The first line of the entries is where the copy starts and the line with "Bounding boxes for" is where it ends; set down each line exactly, both ends included, and drop pictures.

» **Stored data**
--*--

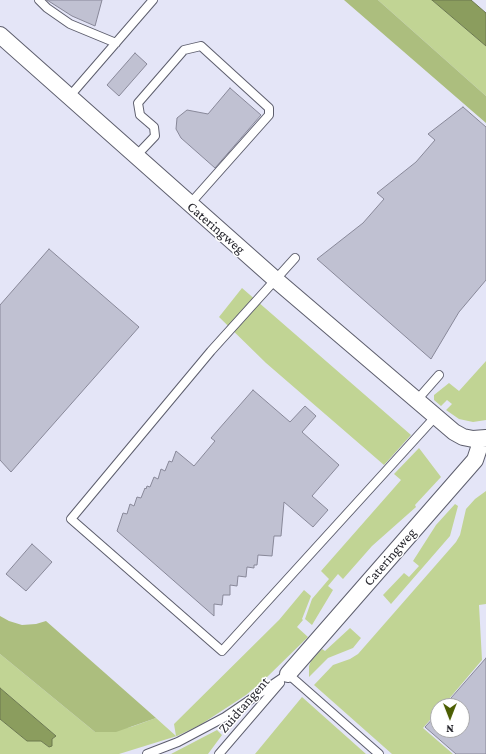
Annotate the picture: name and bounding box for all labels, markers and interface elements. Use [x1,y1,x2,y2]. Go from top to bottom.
street label: Cateringweg [184,198,248,258]
street label: Cateringweg [360,525,420,589]
street label: Zuidtangent [215,673,273,737]
north arrow [430,698,470,738]
text: N [446,723,454,735]

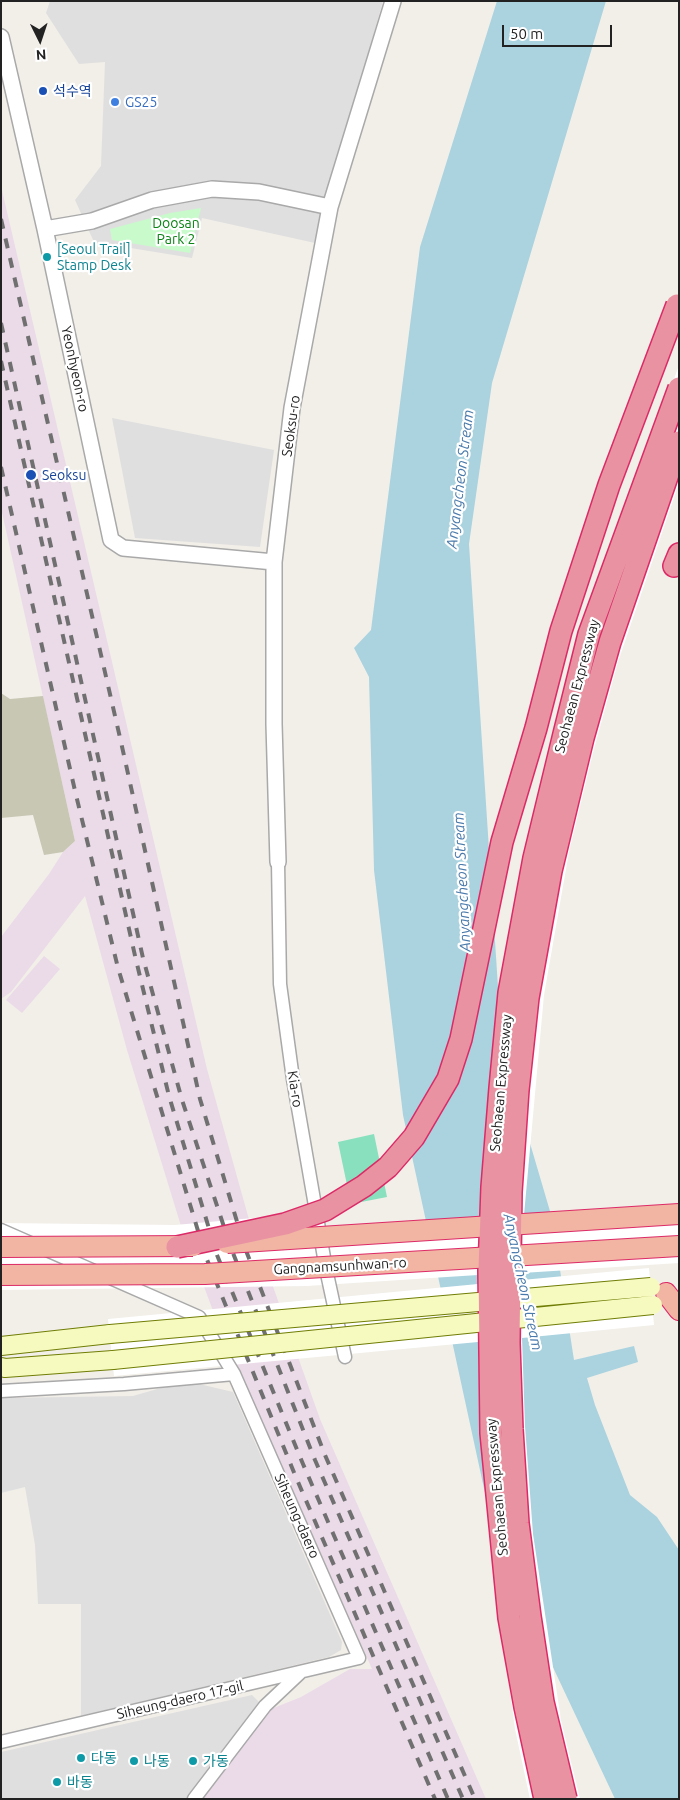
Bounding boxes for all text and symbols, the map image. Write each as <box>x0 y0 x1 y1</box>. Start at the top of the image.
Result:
north arrow <box>15 15 65 65</box>
scale bar <box>505 15 615 47</box>
text: 50 m <box>510 25 543 42</box>
text: N <box>35 47 47 63</box>
place label: 석수역 <box>53 83 92 99</box>
marker: 석수역 <box>37 85 49 97</box>
place label: GS25 <box>125 94 157 110</box>
marker: GS25 <box>109 96 121 108</box>
park label: Doosan Park 2 <box>152 215 200 248</box>
place label: [Seoul Trail] Stamp Desk <box>57 241 131 274</box>
marker: [Seoul Trail] Stamp Desk <box>41 251 53 263</box>
street label: Yeonhyeon-ro <box>58 325 92 413</box>
street label: Seoksu-ro <box>278 394 304 458</box>
water label: Anyangcheon Stream <box>443 409 477 549</box>
place label: Seoksu <box>42 467 86 483</box>
marker: Seoksu <box>24 468 38 482</box>
street label: Seohaean Expressway <box>551 617 603 755</box>
water label: Anyangcheon Stream <box>449 812 475 952</box>
street label: Seohaean Expressway <box>487 1014 515 1152</box>
street label: Kia-ro <box>284 1069 306 1109</box>
water label: Anyangcheon Stream <box>500 1212 546 1352</box>
street label: Gangnamsunhwan-ro <box>273 1254 407 1278</box>
street label: Seohaean Expressway <box>483 1418 511 1556</box>
street label: Siheung-daero <box>271 1471 323 1561</box>
street label: Siheung-daero 17-gil <box>115 1677 245 1723</box>
place label: 다동 <box>91 1750 117 1766</box>
marker: 다동 <box>75 1752 87 1764</box>
place label: 나동 <box>144 1753 170 1769</box>
place label: 가동 <box>203 1753 229 1769</box>
marker: 나동 <box>128 1755 140 1767</box>
marker: 가동 <box>187 1755 199 1767</box>
place label: 바동 <box>67 1774 93 1790</box>
marker: 바동 <box>51 1776 63 1788</box>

--*--

» **Final answer**
Annotate the picture: name and bounding box for all labels, markers and interface elements. Use [x1,y1,x2,y2]. Go from top to bottom.
street label: Cateringweg [184,198,248,258]
street label: Cateringweg [360,525,420,589]
street label: Zuidtangent [215,673,273,737]
north arrow [430,698,470,738]
text: N [446,723,454,735]

Bounding boxes for all text and symbols, the map image. Write each as <box>x0 y0 x1 y1</box>. Start at the top of the image.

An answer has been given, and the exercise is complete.